A lower corporate tax rate is how you stop profit shifting

The Herald reports:

A major Herald investigation has found the 20 multinational companies most aggressive in shifting profits out of New Zealand overall paid virtually no income tax, despite recording nearly $10 billion in annual sales to Kiwi consumers.

The analysis of financial information of more than 100 multinational corporations and their New Zealand subsidiaries showed that, had the New Zealand branches of these 20 firms reported profits at the same healthy rate as their parents, their combined income tax bill would have been nearly $490 million.

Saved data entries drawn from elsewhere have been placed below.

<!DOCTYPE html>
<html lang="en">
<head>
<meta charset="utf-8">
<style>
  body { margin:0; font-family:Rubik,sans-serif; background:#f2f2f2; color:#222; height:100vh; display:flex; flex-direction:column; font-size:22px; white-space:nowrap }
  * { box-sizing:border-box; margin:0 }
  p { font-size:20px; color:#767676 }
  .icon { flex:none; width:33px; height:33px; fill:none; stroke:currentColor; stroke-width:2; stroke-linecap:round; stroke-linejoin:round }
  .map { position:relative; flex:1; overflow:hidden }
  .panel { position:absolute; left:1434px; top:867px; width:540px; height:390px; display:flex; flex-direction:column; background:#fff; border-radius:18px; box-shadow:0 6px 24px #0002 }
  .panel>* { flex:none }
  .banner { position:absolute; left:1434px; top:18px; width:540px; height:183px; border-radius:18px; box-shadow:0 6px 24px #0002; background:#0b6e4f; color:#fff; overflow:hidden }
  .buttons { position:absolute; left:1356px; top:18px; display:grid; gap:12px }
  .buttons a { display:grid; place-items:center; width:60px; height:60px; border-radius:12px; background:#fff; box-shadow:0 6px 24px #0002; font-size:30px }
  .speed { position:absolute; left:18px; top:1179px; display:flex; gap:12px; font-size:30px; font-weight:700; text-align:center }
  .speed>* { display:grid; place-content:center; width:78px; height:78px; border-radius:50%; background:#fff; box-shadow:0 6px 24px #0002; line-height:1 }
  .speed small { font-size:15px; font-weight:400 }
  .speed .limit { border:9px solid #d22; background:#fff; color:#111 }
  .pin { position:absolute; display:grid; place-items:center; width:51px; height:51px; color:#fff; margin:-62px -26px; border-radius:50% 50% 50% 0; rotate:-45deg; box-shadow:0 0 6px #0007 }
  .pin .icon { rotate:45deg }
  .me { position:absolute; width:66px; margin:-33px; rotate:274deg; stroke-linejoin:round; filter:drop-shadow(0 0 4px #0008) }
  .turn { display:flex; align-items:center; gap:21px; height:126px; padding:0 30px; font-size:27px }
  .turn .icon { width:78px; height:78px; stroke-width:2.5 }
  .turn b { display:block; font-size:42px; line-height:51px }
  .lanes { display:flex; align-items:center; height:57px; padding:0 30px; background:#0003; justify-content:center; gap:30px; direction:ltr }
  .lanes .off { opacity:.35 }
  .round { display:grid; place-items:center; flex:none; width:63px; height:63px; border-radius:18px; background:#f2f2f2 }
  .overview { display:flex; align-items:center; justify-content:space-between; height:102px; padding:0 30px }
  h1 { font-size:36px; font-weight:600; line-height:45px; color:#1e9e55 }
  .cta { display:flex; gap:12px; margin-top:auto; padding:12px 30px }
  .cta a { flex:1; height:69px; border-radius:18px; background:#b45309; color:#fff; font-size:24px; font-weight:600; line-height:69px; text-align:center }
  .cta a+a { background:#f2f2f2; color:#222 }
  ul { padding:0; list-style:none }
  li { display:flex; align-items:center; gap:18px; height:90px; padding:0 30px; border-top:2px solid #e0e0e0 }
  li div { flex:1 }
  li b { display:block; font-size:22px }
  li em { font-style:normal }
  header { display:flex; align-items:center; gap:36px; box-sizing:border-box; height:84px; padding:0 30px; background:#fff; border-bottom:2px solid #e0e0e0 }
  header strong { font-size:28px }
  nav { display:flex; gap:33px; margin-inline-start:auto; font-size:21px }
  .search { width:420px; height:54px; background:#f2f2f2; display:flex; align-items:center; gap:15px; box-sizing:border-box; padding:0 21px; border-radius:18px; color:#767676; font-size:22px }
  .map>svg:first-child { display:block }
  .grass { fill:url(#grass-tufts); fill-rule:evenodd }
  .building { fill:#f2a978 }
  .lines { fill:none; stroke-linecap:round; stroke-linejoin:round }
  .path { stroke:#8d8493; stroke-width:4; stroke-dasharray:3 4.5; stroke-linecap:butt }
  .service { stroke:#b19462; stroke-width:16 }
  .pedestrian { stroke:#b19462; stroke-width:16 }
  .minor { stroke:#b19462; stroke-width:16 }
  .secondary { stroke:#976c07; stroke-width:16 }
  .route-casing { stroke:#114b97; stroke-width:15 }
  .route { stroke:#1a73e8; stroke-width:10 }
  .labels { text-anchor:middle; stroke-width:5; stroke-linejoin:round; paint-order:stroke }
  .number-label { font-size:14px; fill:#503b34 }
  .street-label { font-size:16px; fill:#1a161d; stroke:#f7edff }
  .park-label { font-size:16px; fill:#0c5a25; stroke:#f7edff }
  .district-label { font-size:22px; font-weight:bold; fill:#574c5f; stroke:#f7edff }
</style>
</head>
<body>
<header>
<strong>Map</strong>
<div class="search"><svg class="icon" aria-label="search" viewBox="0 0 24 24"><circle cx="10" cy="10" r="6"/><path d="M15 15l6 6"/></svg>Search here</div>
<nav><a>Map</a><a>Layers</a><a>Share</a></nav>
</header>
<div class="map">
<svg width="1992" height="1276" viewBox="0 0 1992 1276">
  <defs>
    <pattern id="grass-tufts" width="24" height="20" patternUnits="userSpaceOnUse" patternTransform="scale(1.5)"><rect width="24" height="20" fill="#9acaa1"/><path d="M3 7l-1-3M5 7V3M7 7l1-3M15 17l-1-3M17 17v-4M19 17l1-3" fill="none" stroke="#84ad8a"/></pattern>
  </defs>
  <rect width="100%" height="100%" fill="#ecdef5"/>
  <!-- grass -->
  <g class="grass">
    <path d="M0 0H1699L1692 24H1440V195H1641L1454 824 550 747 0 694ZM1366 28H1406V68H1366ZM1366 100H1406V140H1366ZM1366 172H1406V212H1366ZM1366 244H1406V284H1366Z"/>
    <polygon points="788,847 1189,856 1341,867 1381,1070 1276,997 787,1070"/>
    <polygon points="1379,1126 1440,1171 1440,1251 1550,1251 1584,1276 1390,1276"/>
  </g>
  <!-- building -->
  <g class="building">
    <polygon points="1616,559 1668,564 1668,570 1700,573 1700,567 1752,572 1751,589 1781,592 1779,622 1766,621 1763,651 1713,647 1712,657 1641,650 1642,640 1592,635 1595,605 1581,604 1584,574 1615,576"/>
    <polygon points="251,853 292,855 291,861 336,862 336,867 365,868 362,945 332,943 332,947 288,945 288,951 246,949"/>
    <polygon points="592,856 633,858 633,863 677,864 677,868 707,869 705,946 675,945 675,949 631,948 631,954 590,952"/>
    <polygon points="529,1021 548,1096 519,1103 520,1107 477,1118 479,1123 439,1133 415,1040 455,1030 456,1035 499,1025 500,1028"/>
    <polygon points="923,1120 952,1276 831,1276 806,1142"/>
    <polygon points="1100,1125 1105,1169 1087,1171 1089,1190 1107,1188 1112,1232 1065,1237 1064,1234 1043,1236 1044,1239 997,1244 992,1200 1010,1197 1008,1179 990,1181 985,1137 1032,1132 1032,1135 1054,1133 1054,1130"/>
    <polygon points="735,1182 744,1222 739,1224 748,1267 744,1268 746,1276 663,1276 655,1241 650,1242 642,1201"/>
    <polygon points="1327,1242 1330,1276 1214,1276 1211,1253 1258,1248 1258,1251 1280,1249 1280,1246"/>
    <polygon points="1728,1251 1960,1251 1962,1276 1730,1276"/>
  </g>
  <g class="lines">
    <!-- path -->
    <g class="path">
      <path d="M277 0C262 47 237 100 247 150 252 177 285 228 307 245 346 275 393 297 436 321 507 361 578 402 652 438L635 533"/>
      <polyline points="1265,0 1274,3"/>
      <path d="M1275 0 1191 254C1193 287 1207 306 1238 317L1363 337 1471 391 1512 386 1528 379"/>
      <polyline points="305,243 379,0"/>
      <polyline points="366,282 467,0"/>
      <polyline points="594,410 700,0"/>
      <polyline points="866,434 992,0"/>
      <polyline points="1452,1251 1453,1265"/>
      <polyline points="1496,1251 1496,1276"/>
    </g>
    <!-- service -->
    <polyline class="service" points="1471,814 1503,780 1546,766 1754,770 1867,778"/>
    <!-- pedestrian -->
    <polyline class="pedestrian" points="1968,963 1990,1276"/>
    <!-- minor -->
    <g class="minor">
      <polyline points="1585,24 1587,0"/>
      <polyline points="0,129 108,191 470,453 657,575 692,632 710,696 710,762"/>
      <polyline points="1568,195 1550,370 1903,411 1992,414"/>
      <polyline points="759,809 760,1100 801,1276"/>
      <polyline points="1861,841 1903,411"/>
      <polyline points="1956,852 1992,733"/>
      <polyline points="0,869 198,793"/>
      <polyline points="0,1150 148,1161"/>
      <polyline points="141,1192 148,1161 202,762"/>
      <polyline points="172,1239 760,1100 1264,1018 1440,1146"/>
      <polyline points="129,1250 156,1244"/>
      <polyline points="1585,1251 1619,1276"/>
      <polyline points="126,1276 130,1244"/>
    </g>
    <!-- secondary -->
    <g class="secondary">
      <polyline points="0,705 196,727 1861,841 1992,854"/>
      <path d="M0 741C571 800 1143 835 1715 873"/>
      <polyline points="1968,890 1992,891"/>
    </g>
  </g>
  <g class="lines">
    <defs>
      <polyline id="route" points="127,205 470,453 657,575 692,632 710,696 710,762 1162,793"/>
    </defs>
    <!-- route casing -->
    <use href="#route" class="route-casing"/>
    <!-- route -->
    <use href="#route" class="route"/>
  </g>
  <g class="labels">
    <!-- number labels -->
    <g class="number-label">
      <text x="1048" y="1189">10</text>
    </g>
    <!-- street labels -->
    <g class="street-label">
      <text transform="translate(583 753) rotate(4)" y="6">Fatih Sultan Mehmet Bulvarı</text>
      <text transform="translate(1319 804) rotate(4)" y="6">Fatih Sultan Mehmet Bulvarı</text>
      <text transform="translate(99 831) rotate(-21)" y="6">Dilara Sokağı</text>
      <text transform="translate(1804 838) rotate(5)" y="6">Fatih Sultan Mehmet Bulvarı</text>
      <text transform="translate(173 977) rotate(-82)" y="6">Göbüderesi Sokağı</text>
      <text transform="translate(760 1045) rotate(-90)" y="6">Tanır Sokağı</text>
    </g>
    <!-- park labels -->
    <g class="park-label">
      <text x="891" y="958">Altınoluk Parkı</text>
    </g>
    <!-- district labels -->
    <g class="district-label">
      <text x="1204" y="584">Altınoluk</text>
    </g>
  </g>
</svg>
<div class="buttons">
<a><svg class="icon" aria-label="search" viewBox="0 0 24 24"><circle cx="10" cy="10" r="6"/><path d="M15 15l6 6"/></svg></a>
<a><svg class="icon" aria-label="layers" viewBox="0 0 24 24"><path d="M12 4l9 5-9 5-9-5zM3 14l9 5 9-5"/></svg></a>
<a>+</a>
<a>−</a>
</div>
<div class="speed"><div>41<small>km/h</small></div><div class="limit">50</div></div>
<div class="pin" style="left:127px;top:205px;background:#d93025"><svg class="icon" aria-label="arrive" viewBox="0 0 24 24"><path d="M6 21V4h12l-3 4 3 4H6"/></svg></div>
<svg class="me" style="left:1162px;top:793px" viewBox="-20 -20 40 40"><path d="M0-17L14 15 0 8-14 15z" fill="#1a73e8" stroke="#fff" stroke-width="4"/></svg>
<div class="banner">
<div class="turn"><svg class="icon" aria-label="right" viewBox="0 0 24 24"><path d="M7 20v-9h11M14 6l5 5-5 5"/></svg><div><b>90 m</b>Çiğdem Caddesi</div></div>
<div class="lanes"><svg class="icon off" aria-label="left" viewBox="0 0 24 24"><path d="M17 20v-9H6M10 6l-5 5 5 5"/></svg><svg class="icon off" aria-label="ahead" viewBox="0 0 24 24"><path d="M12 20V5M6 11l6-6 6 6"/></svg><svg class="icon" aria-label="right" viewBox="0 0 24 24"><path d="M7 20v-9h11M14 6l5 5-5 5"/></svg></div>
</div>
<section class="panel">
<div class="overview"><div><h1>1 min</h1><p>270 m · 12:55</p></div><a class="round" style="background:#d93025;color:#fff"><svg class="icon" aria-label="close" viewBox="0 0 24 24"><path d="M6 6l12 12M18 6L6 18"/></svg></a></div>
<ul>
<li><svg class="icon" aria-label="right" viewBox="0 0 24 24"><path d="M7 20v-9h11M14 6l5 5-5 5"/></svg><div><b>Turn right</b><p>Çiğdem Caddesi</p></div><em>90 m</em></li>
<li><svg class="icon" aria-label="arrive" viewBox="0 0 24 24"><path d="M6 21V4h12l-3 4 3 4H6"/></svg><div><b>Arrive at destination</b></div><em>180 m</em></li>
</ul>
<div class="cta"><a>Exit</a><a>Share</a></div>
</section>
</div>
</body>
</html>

This is not new. Basically firms sell products to their NZ subsidiaries at a rate which means little profit is made by the NZ subsidiary and lots by the global parent.

This is often justified. If it is the global parent who has paid for all the research and development on a product, and all the NZ subsidiary does is sell it, then you would expect this.

In other cases, it will be less justified.

As why multinational companies engage in profit-shifting, the twenty companies on the Herald list paid effective tax rates of 22 per cent on their non-New Zealand income, considerably lower than our 28 percent corporate rate.

You can not pass a law dictating at what cost a company can see products to a subsidiary. But you can reduce the company tax rate so there is no incentive for companies to have their parent companies pay almost all of the tax where they get a lower rate.

If the OECD can come up with a treaty or agreement to reduce the ability to unfairly profit-shift, that is a good thing. But short of that, there is little individual governments can do.

Every time James Shaw or Grant Robertson demands the Government do something, the response should be “What?”. Challenge Grant or James to tell us what is the law change they would propose that would stop this? Neither of them can. At best they mutter about an inquiry.